→ Data section
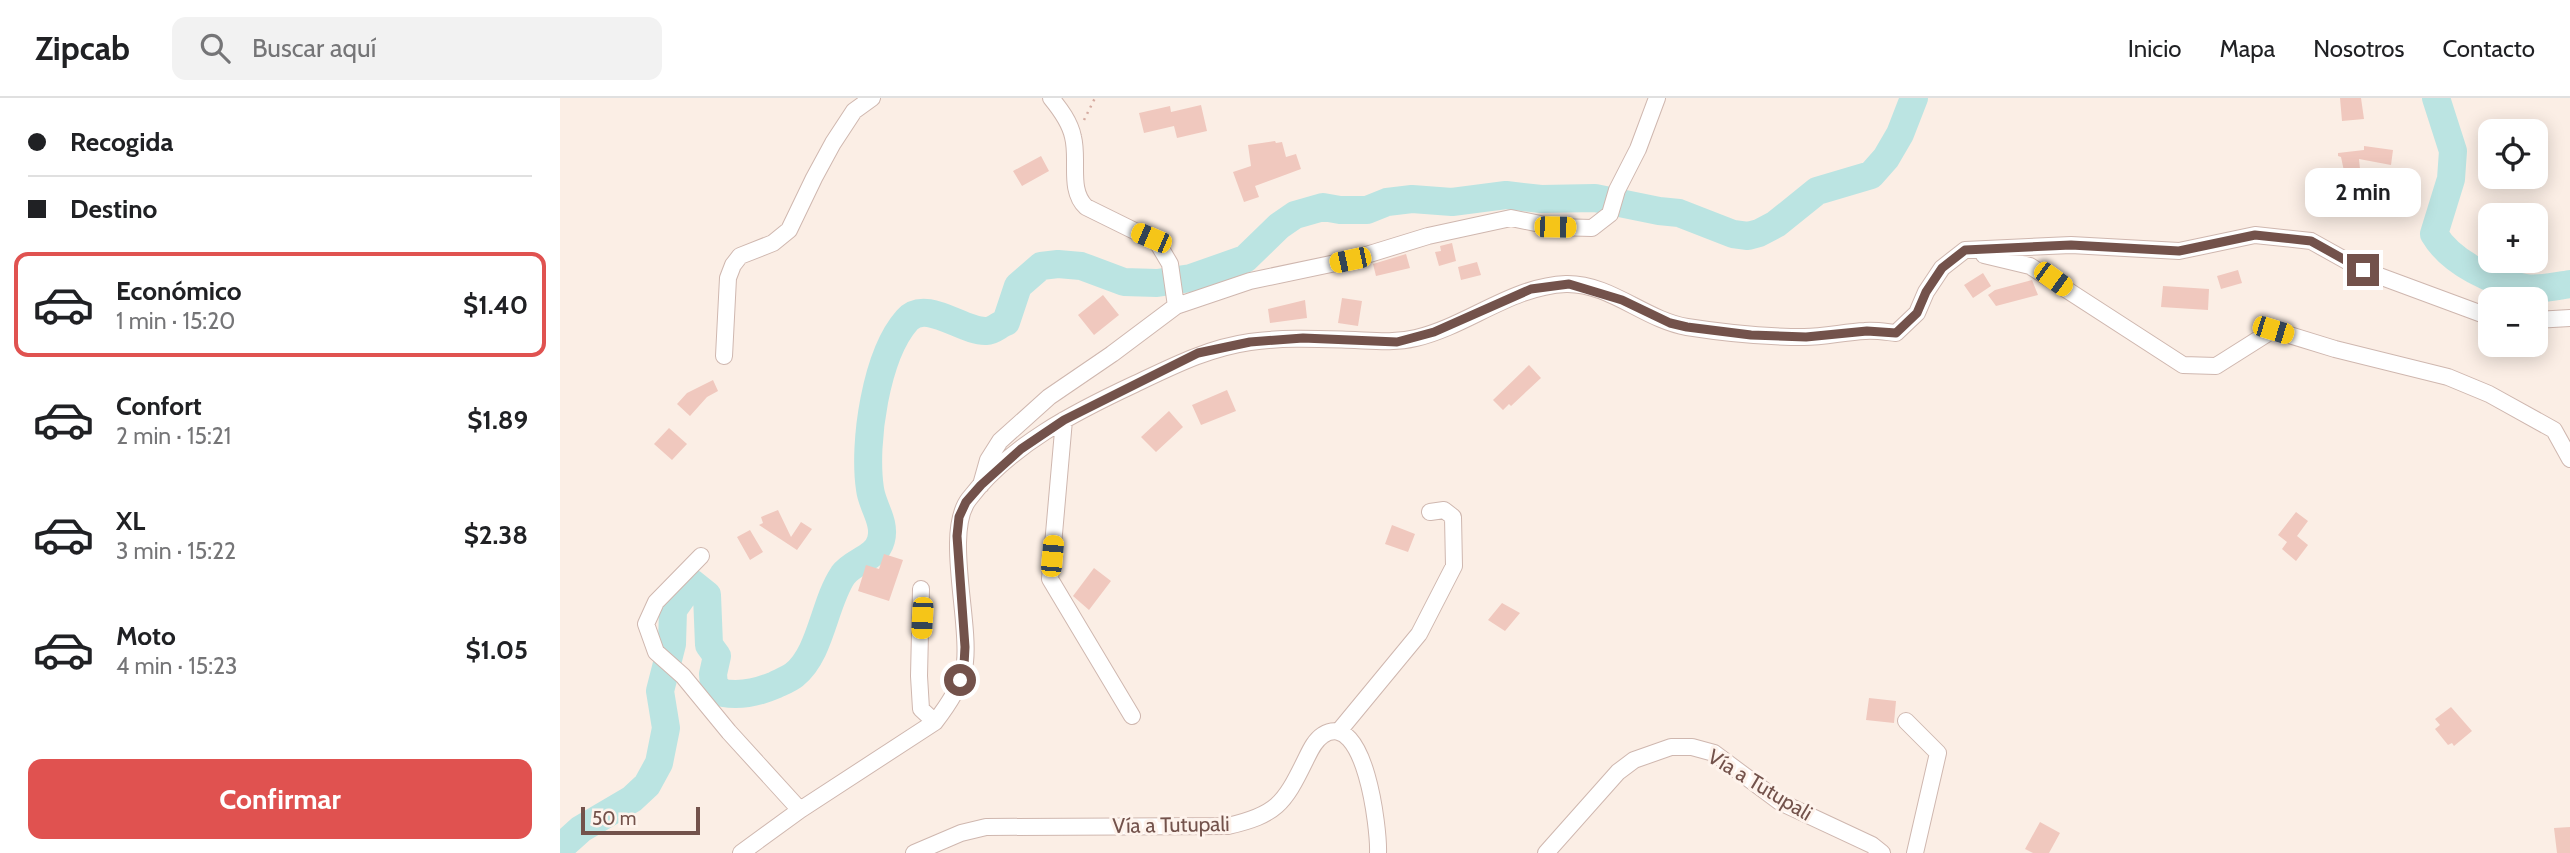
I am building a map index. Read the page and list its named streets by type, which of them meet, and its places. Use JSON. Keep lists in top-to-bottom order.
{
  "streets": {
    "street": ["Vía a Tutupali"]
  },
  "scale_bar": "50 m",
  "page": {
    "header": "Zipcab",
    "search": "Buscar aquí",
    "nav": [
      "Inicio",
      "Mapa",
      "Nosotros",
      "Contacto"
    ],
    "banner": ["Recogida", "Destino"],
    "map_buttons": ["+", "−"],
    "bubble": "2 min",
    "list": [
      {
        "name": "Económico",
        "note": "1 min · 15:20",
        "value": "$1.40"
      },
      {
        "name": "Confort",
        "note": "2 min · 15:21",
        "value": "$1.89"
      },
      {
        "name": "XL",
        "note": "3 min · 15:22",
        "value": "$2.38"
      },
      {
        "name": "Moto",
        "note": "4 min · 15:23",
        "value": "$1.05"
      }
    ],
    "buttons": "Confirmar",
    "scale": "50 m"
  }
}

→ Instructions to follow
Dropping every picture, restate the material word for word.

→ Output for this exercise
I am building a map index. Read the page and list its named streets by type, which of them meet, and its places. Use JSON. Keep lists in top-to-bottom order.
{
  "streets": {
    "street": ["Vía a Tutupali"]
  },
  "scale_bar": "50 m",
  "page": {
    "header": "Zipcab",
    "search": "Buscar aquí",
    "nav": [
      "Inicio",
      "Mapa",
      "Nosotros",
      "Contacto"
    ],
    "banner": ["Recogida", "Destino"],
    "map_buttons": ["+", "−"],
    "bubble": "2 min",
    "list": [
      {
        "name": "Económico",
        "note": "1 min · 15:20",
        "value": "$1.40"
      },
      {
        "name": "Confort",
        "note": "2 min · 15:21",
        "value": "$1.89"
      },
      {
        "name": "XL",
        "note": "3 min · 15:22",
        "value": "$2.38"
      },
      {
        "name": "Moto",
        "note": "4 min · 15:23",
        "value": "$1.05"
      }
    ],
    "buttons": "Confirmar",
    "scale": "50 m"
  }
}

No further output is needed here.